How far will innovations in semiconductor manufacturing advance?

What will be the next technology after immersion lithography?

You are a researcher dealing with the most advanced technologies. You successfully created an innovative new product utilizing the findings of your research. What is it like and how do you feel, being the world leader of a technology?

Well... Developers of IC steppers and scanners at Nikon are obliged to deal with the world at large. It makes me feel great being in that position. But I also sometimes feel anxiety or loneliness, wondering if a theory I’m working on might be wrong. As long as I know that a competitor is working on the same research subject as mine, I feel assured that I’m on the right track. But when I imagine I might be the only one in this category of research, I sometimes feel rather isolated. You may not perceive this from the outside, though. (Laughs)

How much do you think microfabrication will advance?

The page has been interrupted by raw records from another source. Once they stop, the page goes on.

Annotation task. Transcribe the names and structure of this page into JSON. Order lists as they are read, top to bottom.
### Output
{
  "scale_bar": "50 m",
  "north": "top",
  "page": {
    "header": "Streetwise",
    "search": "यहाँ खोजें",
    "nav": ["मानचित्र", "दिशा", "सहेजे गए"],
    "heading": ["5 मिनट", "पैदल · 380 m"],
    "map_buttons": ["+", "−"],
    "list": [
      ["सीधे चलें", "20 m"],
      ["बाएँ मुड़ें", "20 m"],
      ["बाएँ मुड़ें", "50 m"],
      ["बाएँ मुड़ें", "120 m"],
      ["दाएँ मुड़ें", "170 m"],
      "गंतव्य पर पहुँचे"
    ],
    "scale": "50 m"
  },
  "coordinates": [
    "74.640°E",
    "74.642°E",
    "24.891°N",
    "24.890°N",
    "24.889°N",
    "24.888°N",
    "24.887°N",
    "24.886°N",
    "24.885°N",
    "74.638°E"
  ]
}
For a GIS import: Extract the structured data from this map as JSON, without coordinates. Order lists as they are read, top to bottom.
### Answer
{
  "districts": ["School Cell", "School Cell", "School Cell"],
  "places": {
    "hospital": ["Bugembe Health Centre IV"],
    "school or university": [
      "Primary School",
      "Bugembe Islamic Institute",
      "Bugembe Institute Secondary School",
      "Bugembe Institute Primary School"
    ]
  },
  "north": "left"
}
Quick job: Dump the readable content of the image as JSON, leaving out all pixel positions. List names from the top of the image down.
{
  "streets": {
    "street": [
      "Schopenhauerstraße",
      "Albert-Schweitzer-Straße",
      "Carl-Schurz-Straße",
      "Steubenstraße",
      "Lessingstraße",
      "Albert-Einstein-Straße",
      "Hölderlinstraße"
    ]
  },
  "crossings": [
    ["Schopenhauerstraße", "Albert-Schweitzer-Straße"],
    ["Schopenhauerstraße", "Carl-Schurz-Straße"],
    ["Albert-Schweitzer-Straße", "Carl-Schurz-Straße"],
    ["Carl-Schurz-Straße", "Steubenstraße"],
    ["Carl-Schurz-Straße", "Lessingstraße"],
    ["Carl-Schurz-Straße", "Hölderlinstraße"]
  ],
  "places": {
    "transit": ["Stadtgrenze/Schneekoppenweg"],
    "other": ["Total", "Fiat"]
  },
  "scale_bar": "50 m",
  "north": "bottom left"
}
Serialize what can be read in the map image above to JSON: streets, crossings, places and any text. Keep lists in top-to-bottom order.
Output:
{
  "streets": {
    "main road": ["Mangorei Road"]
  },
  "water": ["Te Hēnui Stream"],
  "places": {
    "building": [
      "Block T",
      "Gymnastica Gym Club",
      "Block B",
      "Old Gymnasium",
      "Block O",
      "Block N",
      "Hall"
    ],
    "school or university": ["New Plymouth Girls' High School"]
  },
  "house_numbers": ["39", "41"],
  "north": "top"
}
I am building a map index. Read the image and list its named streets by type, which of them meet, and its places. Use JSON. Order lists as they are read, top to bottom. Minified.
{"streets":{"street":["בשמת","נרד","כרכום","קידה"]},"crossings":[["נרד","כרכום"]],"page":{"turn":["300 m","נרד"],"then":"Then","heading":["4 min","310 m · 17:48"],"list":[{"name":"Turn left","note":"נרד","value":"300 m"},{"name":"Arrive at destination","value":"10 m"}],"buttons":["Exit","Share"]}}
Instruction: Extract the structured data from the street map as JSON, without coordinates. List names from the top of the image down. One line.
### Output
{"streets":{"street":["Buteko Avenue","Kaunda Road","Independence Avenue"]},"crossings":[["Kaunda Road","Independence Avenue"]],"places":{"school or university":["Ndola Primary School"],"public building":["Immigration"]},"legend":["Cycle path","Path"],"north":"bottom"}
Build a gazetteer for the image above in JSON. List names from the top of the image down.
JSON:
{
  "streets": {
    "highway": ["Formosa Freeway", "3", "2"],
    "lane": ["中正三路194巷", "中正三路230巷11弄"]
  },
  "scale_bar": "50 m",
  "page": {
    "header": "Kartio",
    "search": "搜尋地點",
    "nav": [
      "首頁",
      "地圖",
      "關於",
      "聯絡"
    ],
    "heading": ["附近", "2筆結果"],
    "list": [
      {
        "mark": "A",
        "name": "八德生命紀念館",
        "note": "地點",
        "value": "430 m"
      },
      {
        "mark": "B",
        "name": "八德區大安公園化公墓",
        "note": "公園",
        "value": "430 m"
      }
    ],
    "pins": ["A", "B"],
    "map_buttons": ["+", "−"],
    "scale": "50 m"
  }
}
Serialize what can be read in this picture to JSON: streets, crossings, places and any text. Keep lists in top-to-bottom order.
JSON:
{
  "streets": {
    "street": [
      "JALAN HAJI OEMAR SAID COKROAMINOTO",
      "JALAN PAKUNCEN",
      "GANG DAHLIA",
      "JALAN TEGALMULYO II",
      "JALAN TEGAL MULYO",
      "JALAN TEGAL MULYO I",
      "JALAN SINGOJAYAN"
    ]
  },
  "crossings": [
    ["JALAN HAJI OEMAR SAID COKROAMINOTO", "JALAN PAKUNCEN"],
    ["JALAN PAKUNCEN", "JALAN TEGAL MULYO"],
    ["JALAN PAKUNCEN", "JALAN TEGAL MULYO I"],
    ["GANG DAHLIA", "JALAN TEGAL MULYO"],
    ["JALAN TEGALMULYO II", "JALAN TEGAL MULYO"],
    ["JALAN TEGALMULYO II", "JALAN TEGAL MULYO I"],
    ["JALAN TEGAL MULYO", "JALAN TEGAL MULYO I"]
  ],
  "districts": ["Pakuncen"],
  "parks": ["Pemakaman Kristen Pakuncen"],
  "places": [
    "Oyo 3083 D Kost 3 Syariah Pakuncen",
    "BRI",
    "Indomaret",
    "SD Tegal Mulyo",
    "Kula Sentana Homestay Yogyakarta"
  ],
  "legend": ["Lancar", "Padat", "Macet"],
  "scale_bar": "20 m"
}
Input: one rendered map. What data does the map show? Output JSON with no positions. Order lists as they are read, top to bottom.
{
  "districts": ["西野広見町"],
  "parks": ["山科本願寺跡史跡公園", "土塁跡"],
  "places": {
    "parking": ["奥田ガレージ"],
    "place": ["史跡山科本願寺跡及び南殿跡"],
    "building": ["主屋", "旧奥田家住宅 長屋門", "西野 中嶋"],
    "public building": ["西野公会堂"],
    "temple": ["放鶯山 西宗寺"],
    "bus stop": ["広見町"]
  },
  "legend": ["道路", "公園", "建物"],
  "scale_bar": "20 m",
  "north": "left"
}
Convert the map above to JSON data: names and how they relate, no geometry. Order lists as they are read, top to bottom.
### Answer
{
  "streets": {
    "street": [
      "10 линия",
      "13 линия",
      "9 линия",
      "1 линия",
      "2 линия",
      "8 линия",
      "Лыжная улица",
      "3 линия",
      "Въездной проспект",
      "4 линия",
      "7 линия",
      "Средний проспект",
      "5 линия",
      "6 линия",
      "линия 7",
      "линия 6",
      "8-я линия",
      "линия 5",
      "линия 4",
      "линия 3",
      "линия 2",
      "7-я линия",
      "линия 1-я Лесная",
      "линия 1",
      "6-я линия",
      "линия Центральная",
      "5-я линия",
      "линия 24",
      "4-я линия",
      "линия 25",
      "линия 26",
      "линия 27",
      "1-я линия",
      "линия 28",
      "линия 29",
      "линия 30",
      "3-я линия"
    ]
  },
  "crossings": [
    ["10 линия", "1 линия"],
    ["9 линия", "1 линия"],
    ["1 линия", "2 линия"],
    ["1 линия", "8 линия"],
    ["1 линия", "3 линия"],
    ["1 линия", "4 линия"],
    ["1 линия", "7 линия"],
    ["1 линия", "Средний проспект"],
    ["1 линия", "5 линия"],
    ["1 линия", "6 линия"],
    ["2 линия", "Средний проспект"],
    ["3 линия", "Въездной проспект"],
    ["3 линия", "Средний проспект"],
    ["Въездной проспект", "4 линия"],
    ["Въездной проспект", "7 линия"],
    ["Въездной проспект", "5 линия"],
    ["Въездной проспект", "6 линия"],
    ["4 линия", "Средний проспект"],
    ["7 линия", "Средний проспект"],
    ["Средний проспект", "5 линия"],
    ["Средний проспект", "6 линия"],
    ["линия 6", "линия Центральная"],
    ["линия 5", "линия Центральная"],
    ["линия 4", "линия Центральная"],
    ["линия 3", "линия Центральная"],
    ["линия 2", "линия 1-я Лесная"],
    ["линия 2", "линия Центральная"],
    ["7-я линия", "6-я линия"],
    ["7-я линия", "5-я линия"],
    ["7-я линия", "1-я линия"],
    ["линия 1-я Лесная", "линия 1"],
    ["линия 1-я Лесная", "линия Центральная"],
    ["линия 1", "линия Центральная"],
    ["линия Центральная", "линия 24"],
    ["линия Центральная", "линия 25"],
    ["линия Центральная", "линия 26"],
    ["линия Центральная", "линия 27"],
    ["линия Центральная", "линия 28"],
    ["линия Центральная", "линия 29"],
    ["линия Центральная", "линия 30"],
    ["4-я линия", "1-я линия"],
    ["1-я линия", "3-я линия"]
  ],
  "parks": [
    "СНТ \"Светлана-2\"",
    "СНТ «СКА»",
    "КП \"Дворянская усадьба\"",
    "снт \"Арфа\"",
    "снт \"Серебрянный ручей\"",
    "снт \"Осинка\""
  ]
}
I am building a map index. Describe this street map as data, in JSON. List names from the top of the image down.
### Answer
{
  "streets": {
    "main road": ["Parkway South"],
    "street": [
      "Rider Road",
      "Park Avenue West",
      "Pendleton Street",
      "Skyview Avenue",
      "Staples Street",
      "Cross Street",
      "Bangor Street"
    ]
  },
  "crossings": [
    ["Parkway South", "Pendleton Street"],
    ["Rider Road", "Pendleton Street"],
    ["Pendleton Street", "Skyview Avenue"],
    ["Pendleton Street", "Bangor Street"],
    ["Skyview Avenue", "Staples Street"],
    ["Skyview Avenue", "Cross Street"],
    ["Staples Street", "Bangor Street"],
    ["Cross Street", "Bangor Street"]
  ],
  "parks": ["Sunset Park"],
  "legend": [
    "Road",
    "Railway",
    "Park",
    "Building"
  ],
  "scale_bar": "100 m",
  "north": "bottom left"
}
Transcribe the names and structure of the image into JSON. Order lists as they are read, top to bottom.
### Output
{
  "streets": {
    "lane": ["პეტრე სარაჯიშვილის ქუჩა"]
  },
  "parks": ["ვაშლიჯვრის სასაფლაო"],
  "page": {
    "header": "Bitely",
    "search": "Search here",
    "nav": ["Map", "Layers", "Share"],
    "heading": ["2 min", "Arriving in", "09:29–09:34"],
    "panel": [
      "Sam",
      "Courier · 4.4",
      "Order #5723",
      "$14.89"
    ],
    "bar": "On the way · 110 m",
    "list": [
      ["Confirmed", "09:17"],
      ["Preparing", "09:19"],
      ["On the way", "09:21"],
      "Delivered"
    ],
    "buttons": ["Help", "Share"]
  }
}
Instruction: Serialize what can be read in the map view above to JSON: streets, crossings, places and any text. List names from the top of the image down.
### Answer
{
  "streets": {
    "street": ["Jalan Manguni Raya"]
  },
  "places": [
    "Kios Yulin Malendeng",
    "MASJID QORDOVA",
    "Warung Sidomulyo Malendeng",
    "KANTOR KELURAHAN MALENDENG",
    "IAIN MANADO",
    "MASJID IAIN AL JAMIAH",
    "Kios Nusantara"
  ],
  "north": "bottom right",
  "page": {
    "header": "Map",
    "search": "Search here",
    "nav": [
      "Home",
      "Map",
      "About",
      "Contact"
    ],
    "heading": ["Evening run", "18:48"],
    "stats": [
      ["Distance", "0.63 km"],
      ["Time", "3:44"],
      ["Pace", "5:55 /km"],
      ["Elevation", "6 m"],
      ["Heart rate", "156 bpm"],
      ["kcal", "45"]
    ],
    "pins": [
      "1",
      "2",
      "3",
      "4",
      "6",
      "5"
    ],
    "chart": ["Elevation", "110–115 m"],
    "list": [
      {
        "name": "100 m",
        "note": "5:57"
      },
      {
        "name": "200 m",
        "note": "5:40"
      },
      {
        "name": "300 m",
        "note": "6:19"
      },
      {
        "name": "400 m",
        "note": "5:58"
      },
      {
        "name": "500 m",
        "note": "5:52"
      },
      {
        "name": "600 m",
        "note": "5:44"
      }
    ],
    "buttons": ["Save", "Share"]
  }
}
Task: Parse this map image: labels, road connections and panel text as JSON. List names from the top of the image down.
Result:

We tend to keep forgetting it, but our goal of business is not actually miniaturization. The goals are to improve the IC performance and reduce production costs. Miniaturization is merely one of the means we use, for miniaturization alone will not be the way we achieve these goals.

What are other ways besides miniaturization?

Have you ever heard of Moore’s Law? It is, so to speak, an empirical rule, in which IC integration doubles during one and a half to two years. There’s a study that traces the rule and tries to realize the integration in such ways as the Law outlines — a conventional type of study. This is called a more Moore study. There’s also a more than Moore study, for when there’s the intention to create a completely new device, integrating the current technologies of semiconductors of various materials and functions.

The discussion seems to be getting a little difficult for us to keep up with.

If we take cameras for example, the camera market has expanded very rapidly as film is replaced by digital. The same change may be happening here. The digital cameras we are discussing still take pictures, but the media that transfer the pictures have completely changed. In the world of IC steppers and scanners, the brightness of a lens and the technology that determined laser light wavelengths had been the two major factors that commanded the quality of a device. When the study of the more than Moore theory further advances, it may bring a drastic change in the development of IC steppers and scanners.

Is that the subject of your study now?

The task for now is to look for a possibility in every perspective. Immersion lithography technology was once a vanguard in the industry, but has now become common knowledge. The researchers of the world are looking for the next breakthrough. I am one of them.